I picked up daughter, took her four doors down to the other doc’s house, the one whose wife brought her home from Disneyland. “I have a rattlesnake in my house, and a flood. Can you keep daughter tonight?”. Showing spirit, she said yes, and I left daughter with her. I still had a flood and a rattler in my house.

Home. Rattler is herded outside with the broom, and scooped (alive) into paper sack. Flood is contained, and finally finished. Whew!

Now comes home the birthday party, with tales of amusement and “…you wouldn’t believe…”. I assured them I could top their stories, and did so.

Different neighbor, who works at pet store, gamley volunteered to take care of the rattler, with a release-in-the-wild planned on the base. Camp Pendleton is a wildlife preserve, leading to some odd rules, like: you can shoot anything including .50 cal machine guns in some areas, but in those same areas engineering stakes cannot be driven into the ground, as ‘it might disturb the ground squirrels’.
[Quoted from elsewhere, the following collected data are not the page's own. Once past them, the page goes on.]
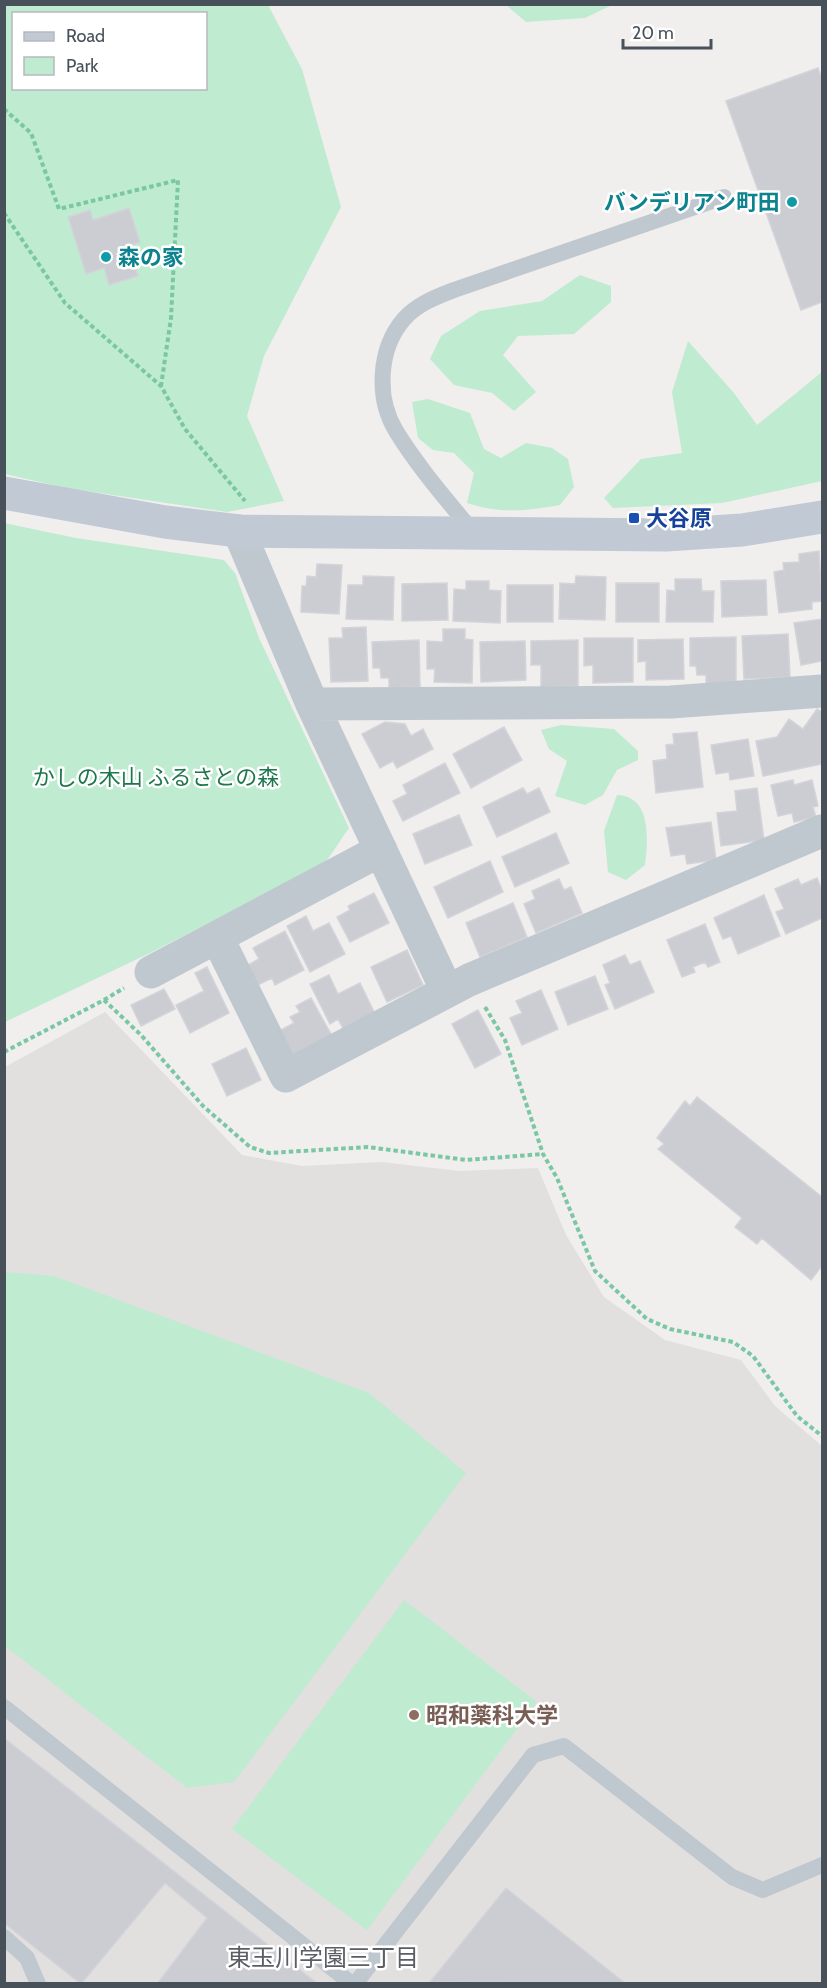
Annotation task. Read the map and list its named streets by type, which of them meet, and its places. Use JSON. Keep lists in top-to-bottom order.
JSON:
{
  "districts": ["東玉川学園三丁目"],
  "parks": ["かしの木山 ふるさとの森"],
  "places": {
    "other": ["バンデリアン町田", "森の家", "昭和薬科大学"],
    "transit": ["大谷原"]
  },
  "legend": ["Road", "Park"],
  "scale_bar": "20 m"
}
So, we’re all relaxing, and laughing about it (after looking under all the beds), and in comes the grey cat. Limping, with a very very swollen front paw. Crap. What a great evening.

Grey cat lived to see another day, and I now have a wet-vac.
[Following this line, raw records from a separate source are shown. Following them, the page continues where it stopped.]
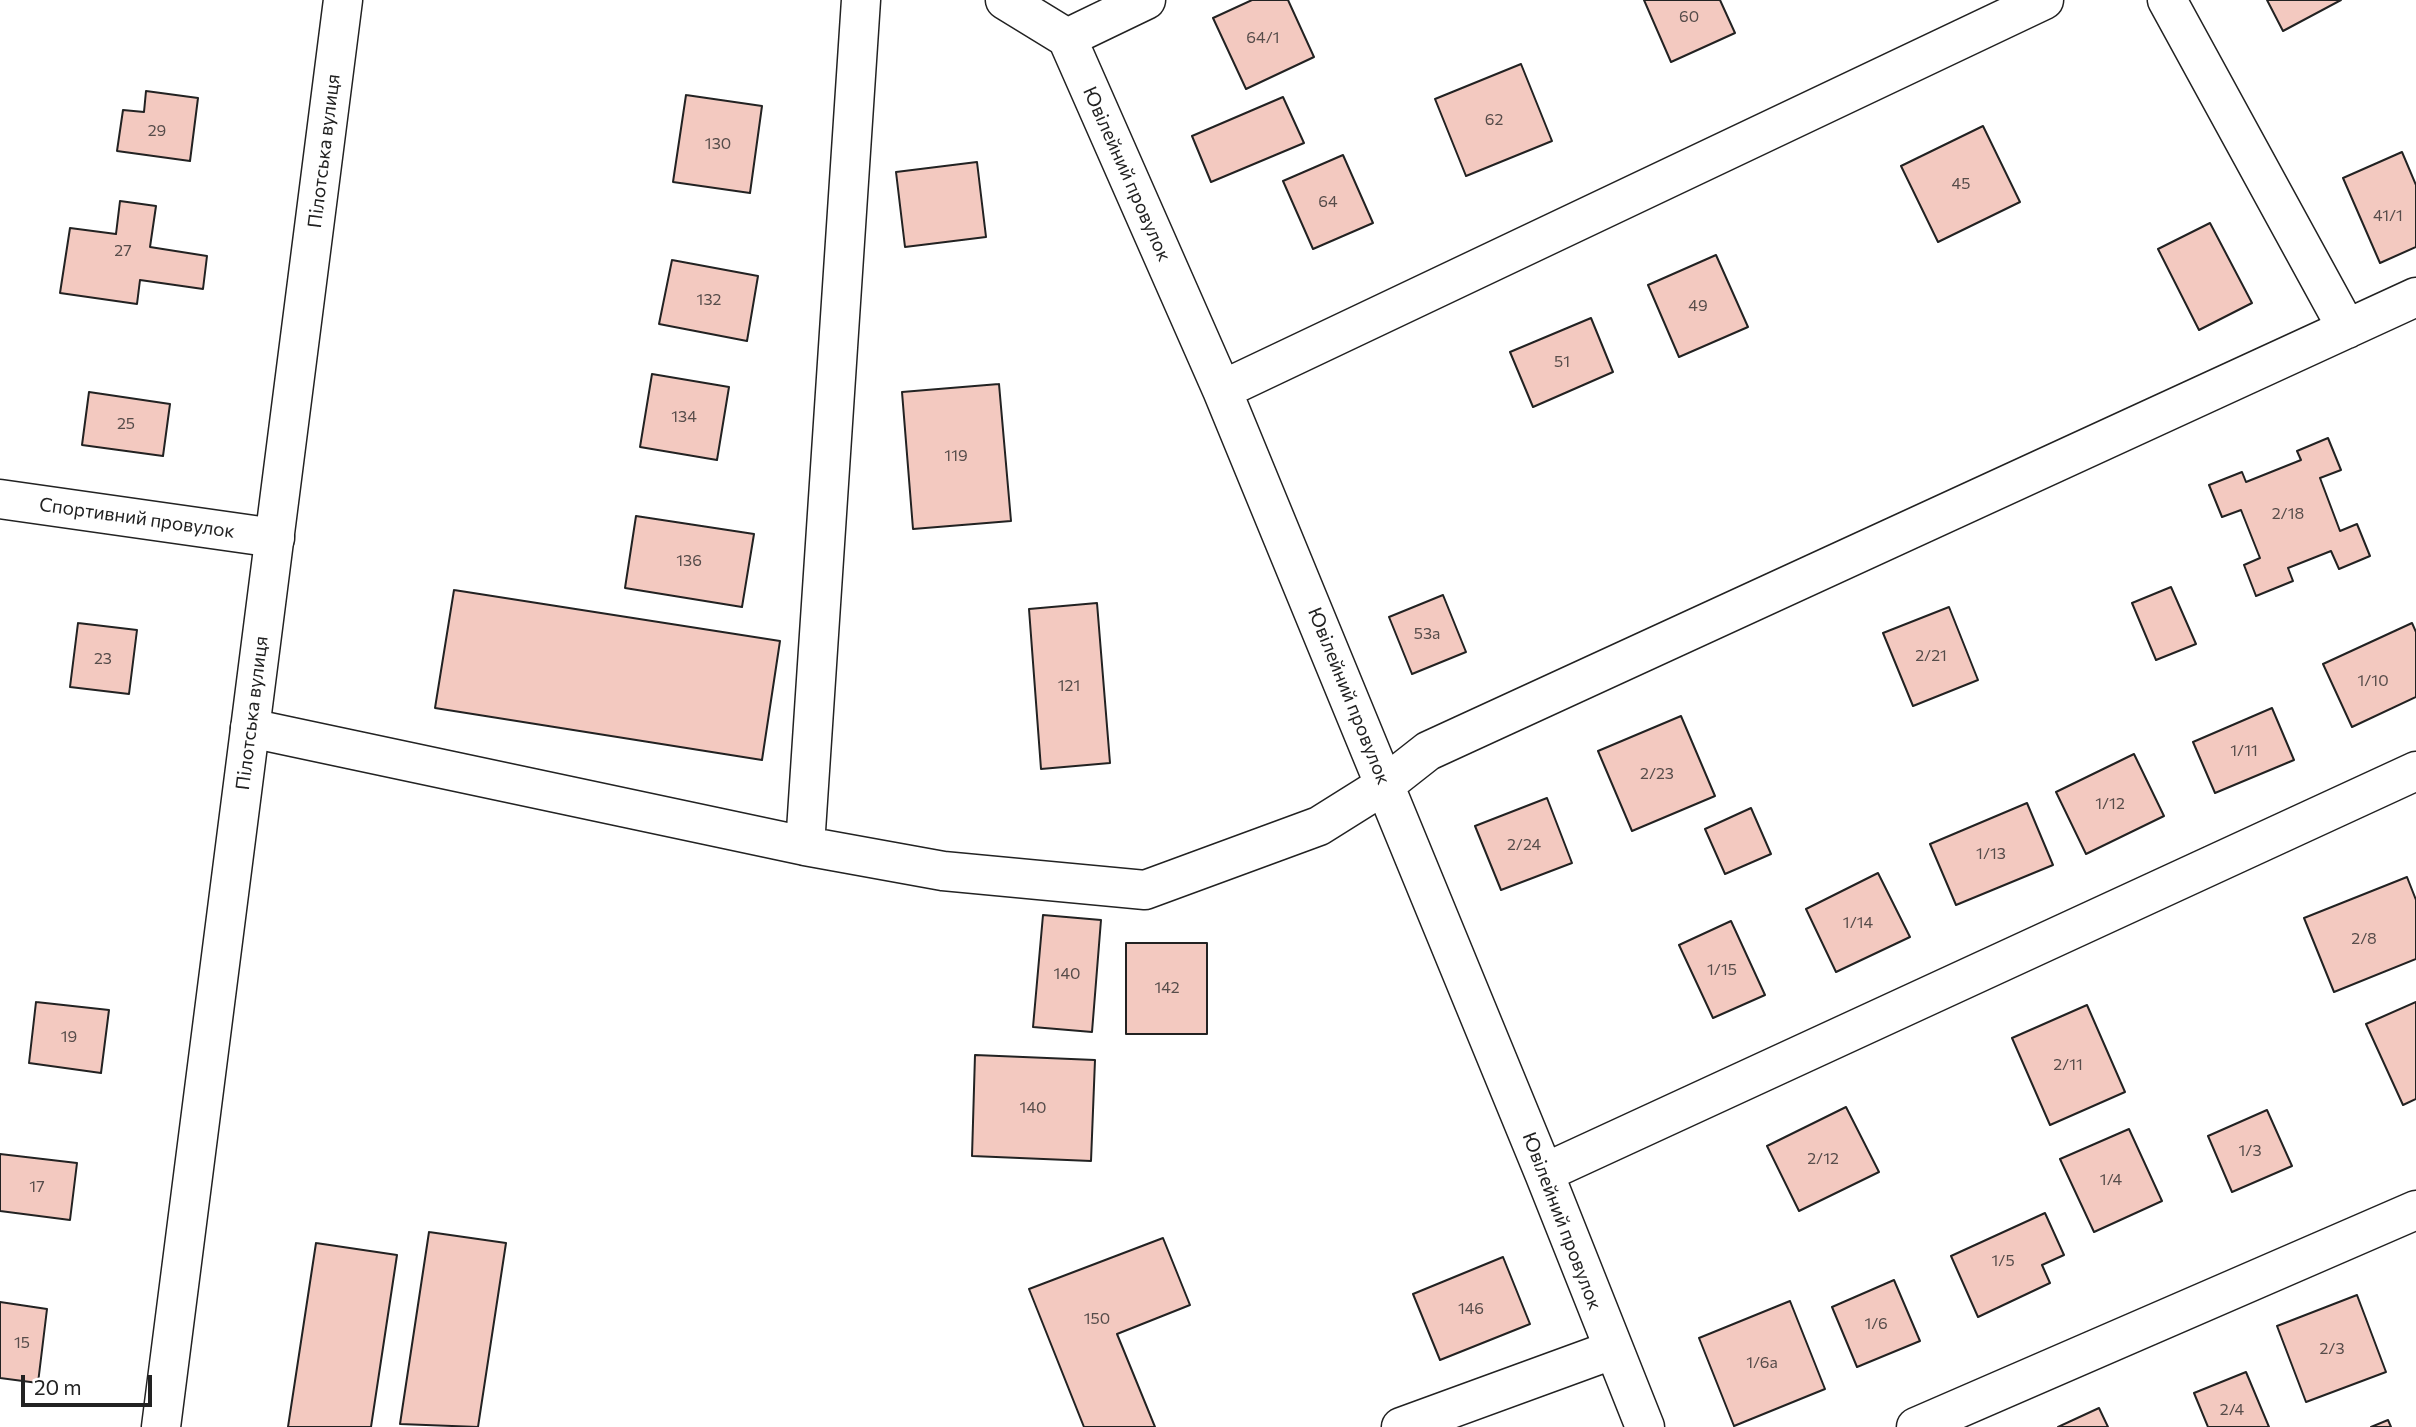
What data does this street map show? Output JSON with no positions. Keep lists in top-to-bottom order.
{
  "streets": {
    "street": ["Пілотська вулиця", "Ювілейний провулок", "Спортивний провулок"]
  },
  "crossings": [
    ["Пілотська вулиця", "Спортивний провулок"]
  ],
  "house_numbers": [
    "60",
    "64/1",
    "62",
    "29",
    "130",
    "45",
    "64",
    "41/1",
    "27",
    "132",
    "49",
    "51",
    "134",
    "25",
    "119",
    "2/18",
    "136",
    "53а",
    "2/21",
    "23",
    "1/10",
    "121",
    "1/11",
    "2/23",
    "1/12",
    "2/24",
    "1/13",
    "1/14",
    "2/8",
    "1/15",
    "140",
    "142",
    "19",
    "2/11",
    "140",
    "1/3",
    "2/12",
    "1/4",
    "17",
    "1/5",
    "146",
    "150",
    "1/6",
    "15",
    "2/3",
    "1/6а",
    "2/4"
  ],
  "scale_bar": "20 m"
}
So, happy endings, and amusing stories, all around.

6 thoughts on “Home flooding

  1. That is soooo funny..I think you should send that entire story to Michelle Au and see if she will draw a comic of it. It would be hilarious!

  2. Oh. My. Goodness.

    Doc, that’s amazing. I think that I might have simply given up and let the rattler start biting me and be done with it all.

    Good grief!

  3. Who ever said “life at home is boring’!? You DO realize, that Daughter probably learned her cute “understatement” abilities from Dad?
    Good stories!!! I would recommend your prose to any English teacher.

  4. Homes in Ft. Worth have basements??!!

    I know that I will learn something new (and interesting) on the internet every day.